(Stored data)

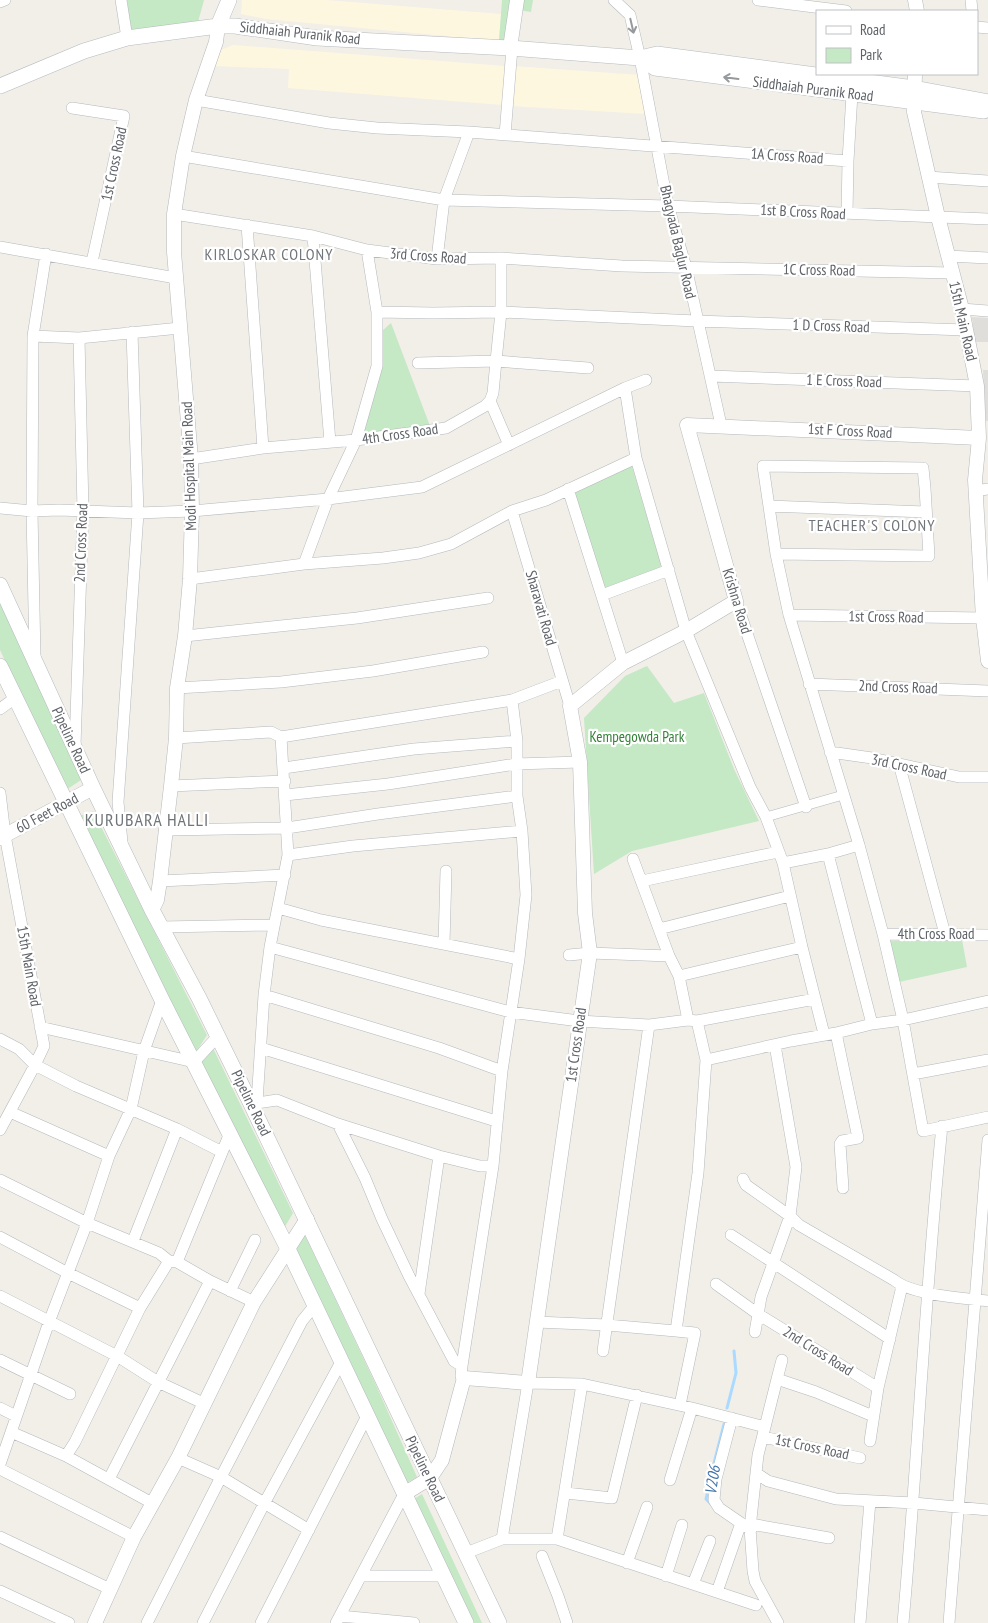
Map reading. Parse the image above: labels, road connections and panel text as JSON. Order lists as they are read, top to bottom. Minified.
{"streets":{"main road":["Siddhaiah Puranik Road","Modi Hospital Main Road","Pipeline Road"],"street":["1A Cross Road","1st Cross Road","1st B Cross Road","Bhagyada Baglur Road","3rd Cross Road","1C Cross Road","15th Main Road","1 D Cross Road","1 E Cross Road","1st F Cross Road","4th Cross Road","2nd Cross Road","Krishna Road","Sharavati Road","60 Feet Road"]},"crossings":[["Siddhaiah Puranik Road","Bhagyada Baglur Road"],["Siddhaiah Puranik Road","15th Main Road"],["Siddhaiah Puranik Road","Modi Hospital Main Road"],["1A Cross Road","Bhagyada Baglur Road"],["1A Cross Road","Modi Hospital Main Road"],["1st Cross Road","15th Main Road"],["1st Cross Road","Sharavati Road"],["1st B Cross Road","Bhagyada Baglur Road"],["1st B Cross Road","15th Main Road"],["1st B Cross Road","Modi Hospital Main Road"],["Bhagyada Baglur Road","3rd Cross Road"],["Bhagyada Baglur Road","1C Cross Road"],["Bhagyada Baglur Road","1 D Cross Road"],["Bhagyada Baglur Road","1 E Cross Road"],["Bhagyada Baglur Road","1st F Cross Road"],["Bhagyada Baglur Road","Krishna Road"],["3rd Cross Road","1C Cross Road"],["3rd Cross Road","Modi Hospital Main Road"],["1C Cross Road","15th Main Road"],["15th Main Road","1 D Cross Road"],["15th Main Road","1 E Cross Road"],["15th Main Road","1st F Cross Road"],["15th Main Road","60 Feet Road"],["1st F Cross Road","Krishna Road"],["4th Cross Road","Modi Hospital Main Road"],["Modi Hospital Main Road","Pipeline Road"],["2nd Cross Road","Pipeline Road"],["Pipeline Road","60 Feet Road"]],"districts":["KIRLOSKAR COLONY","TEACHER'S COLONY","KURUBARA HALLI"],"water":["V206"],"parks":["Kempegowda Park"],"legend":["Road","Park"]}
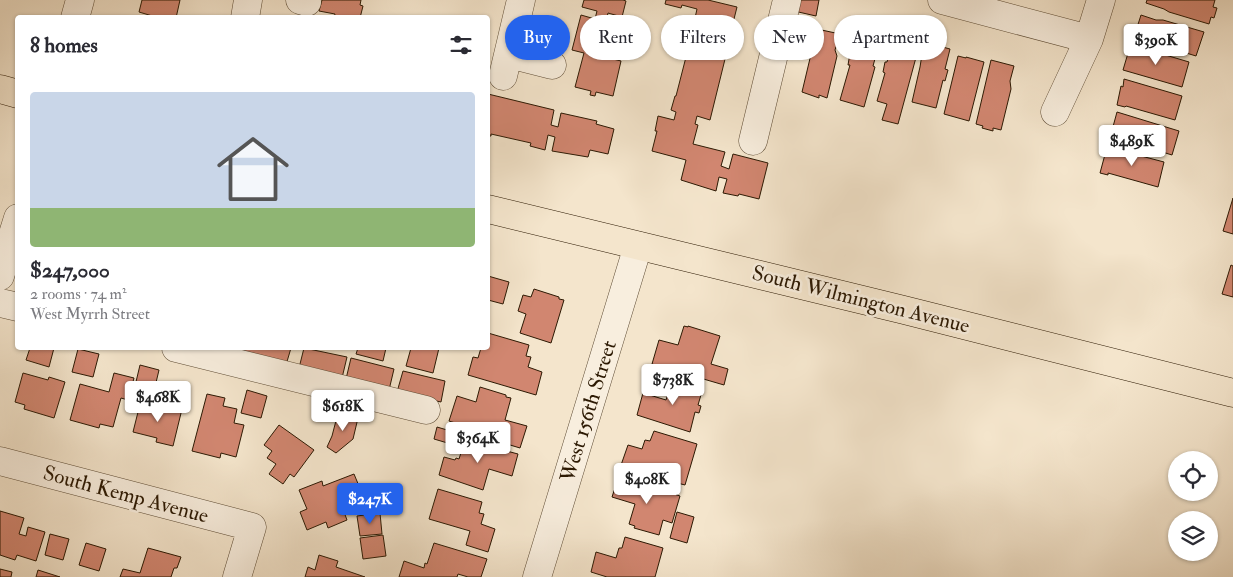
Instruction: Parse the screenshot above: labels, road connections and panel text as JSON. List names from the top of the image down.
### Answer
{
  "streets": {
    "main road": ["South Wilmington Avenue"],
    "street": ["West 156th Street", "South Kemp Avenue"]
  },
  "crossings": [
    ["South Wilmington Avenue", "West 156th Street"]
  ],
  "page": {
    "chip": [
      "Buy",
      "Rent",
      "Filters",
      "New",
      "Apartment"
    ],
    "heading": "8 homes",
    "price": [
      "$390K",
      "$489K",
      "$738K",
      "$468K",
      "$618K",
      "$364K",
      "$408K",
      "$247K"
    ],
    "list": [
      {
        "name": "$247,000",
        "note": "2 rooms · 74 m² · West Myrrh Street"
      }
    ]
  }
}
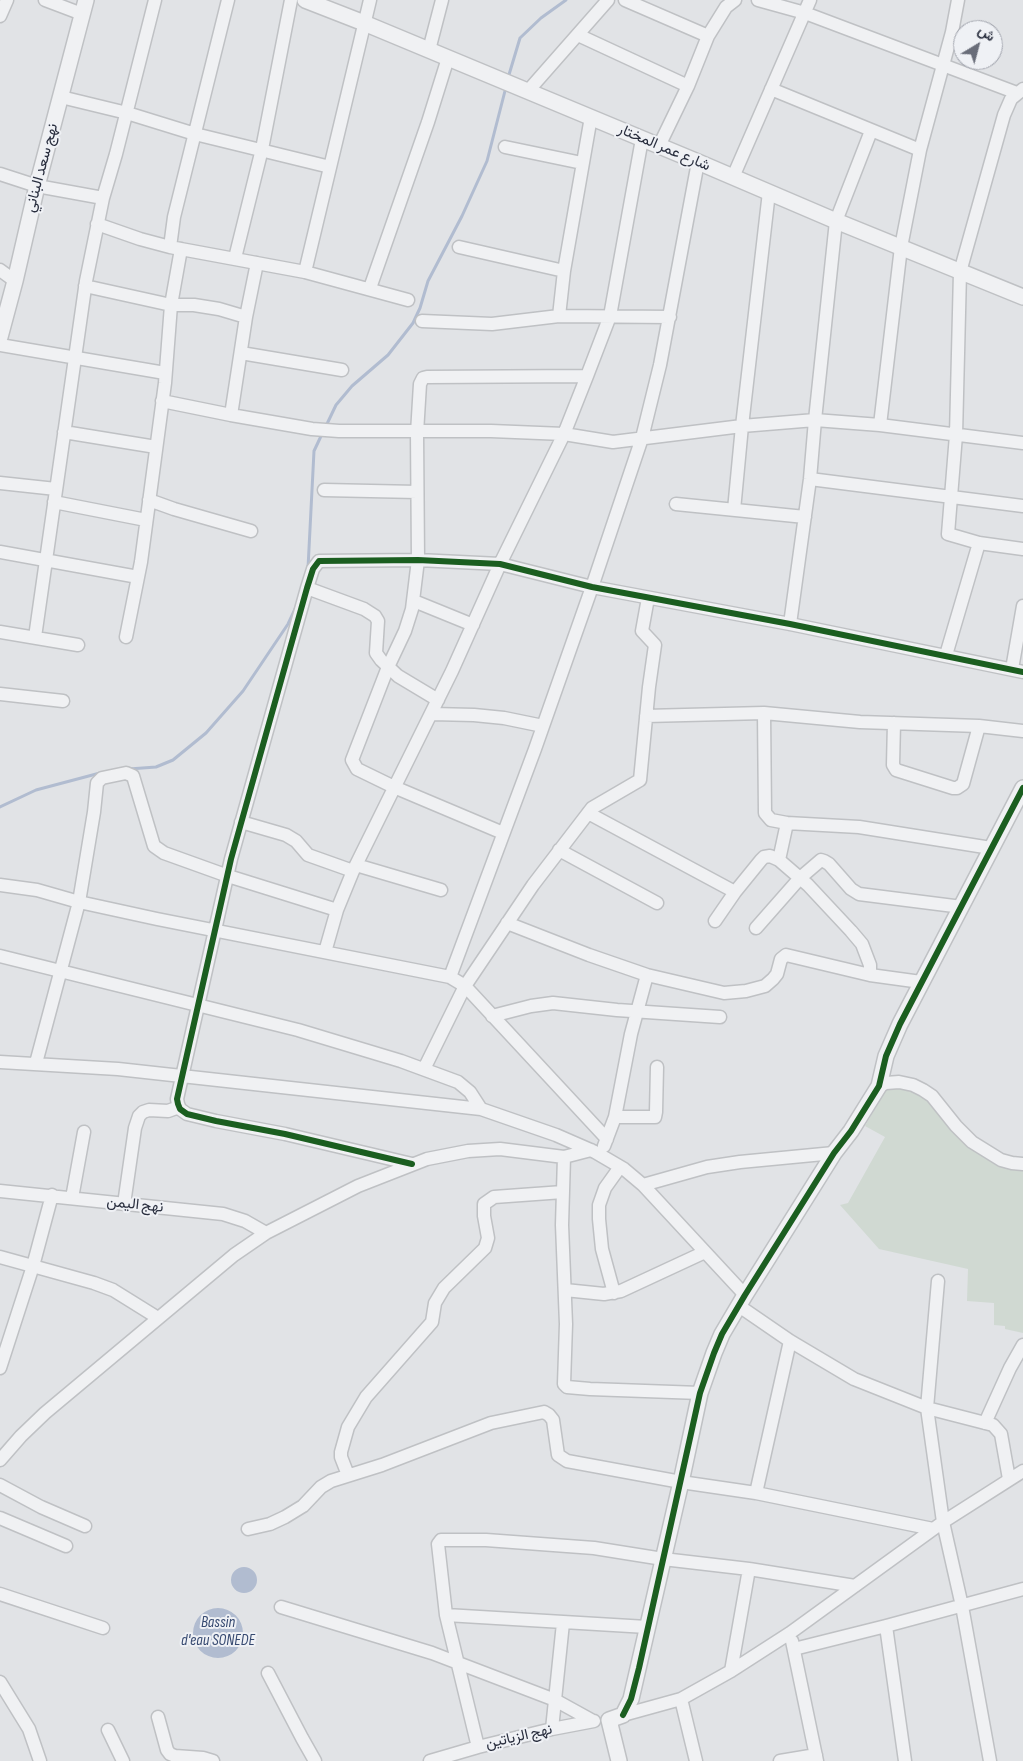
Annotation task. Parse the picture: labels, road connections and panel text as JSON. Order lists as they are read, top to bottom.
{
  "streets": {
    "street": [
      "شارع عمر المختار",
      "نهج سعد البناني",
      "نهج اليمن",
      "نهج الزياتين"
    ]
  },
  "water": ["Bassin d'eau SONEDE"],
  "north": "top right"
}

**What the task requires:** Strip the images and reproduce the remaining records precisely.

**Solution for this problem:**
Map reading. Parse the image above: labels, road connections and panel text as JSON. Order lists as they are read, top to bottom. Minified.
{"streets":{"main road":["Siddhaiah Puranik Road","Modi Hospital Main Road","Pipeline Road"],"street":["1A Cross Road","1st Cross Road","1st B Cross Road","Bhagyada Baglur Road","3rd Cross Road","1C Cross Road","15th Main Road","1 D Cross Road","1 E Cross Road","1st F Cross Road","4th Cross Road","2nd Cross Road","Krishna Road","Sharavati Road","60 Feet Road"]},"crossings":[["Siddhaiah Puranik Road","Bhagyada Baglur Road"],["Siddhaiah Puranik Road","15th Main Road"],["Siddhaiah Puranik Road","Modi Hospital Main Road"],["1A Cross Road","Bhagyada Baglur Road"],["1A Cross Road","Modi Hospital Main Road"],["1st Cross Road","15th Main Road"],["1st Cross Road","Sharavati Road"],["1st B Cross Road","Bhagyada Baglur Road"],["1st B Cross Road","15th Main Road"],["1st B Cross Road","Modi Hospital Main Road"],["Bhagyada Baglur Road","3rd Cross Road"],["Bhagyada Baglur Road","1C Cross Road"],["Bhagyada Baglur Road","1 D Cross Road"],["Bhagyada Baglur Road","1 E Cross Road"],["Bhagyada Baglur Road","1st F Cross Road"],["Bhagyada Baglur Road","Krishna Road"],["3rd Cross Road","1C Cross Road"],["3rd Cross Road","Modi Hospital Main Road"],["1C Cross Road","15th Main Road"],["15th Main Road","1 D Cross Road"],["15th Main Road","1 E Cross Road"],["15th Main Road","1st F Cross Road"],["15th Main Road","60 Feet Road"],["1st F Cross Road","Krishna Road"],["4th Cross Road","Modi Hospital Main Road"],["Modi Hospital Main Road","Pipeline Road"],["2nd Cross Road","Pipeline Road"],["Pipeline Road","60 Feet Road"]],"districts":["KIRLOSKAR COLONY","TEACHER'S COLONY","KURUBARA HALLI"],"water":["V206"],"parks":["Kempegowda Park"],"legend":["Road","Park"]}
Instruction: Parse the screenshot above: labels, road connections and panel text as JSON. List names from the top of the image down.
### Answer
{
  "streets": {
    "main road": ["South Wilmington Avenue"],
    "street": ["West 156th Street", "South Kemp Avenue"]
  },
  "crossings": [
    ["South Wilmington Avenue", "West 156th Street"]
  ],
  "page": {
    "chip": [
      "Buy",
      "Rent",
      "Filters",
      "New",
      "Apartment"
    ],
    "heading": "8 homes",
    "price": [
      "$390K",
      "$489K",
      "$738K",
      "$468K",
      "$618K",
      "$364K",
      "$408K",
      "$247K"
    ],
    "list": [
      {
        "name": "$247,000",
        "note": "2 rooms · 74 m² · West Myrrh Street"
      }
    ]
  }
}
Annotation task. Parse the picture: labels, road connections and panel text as JSON. Order lists as they are read, top to bottom.
{
  "streets": {
    "street": [
      "شارع عمر المختار",
      "نهج سعد البناني",
      "نهج اليمن",
      "نهج الزياتين"
    ]
  },
  "water": ["Bassin d'eau SONEDE"],
  "north": "top right"
}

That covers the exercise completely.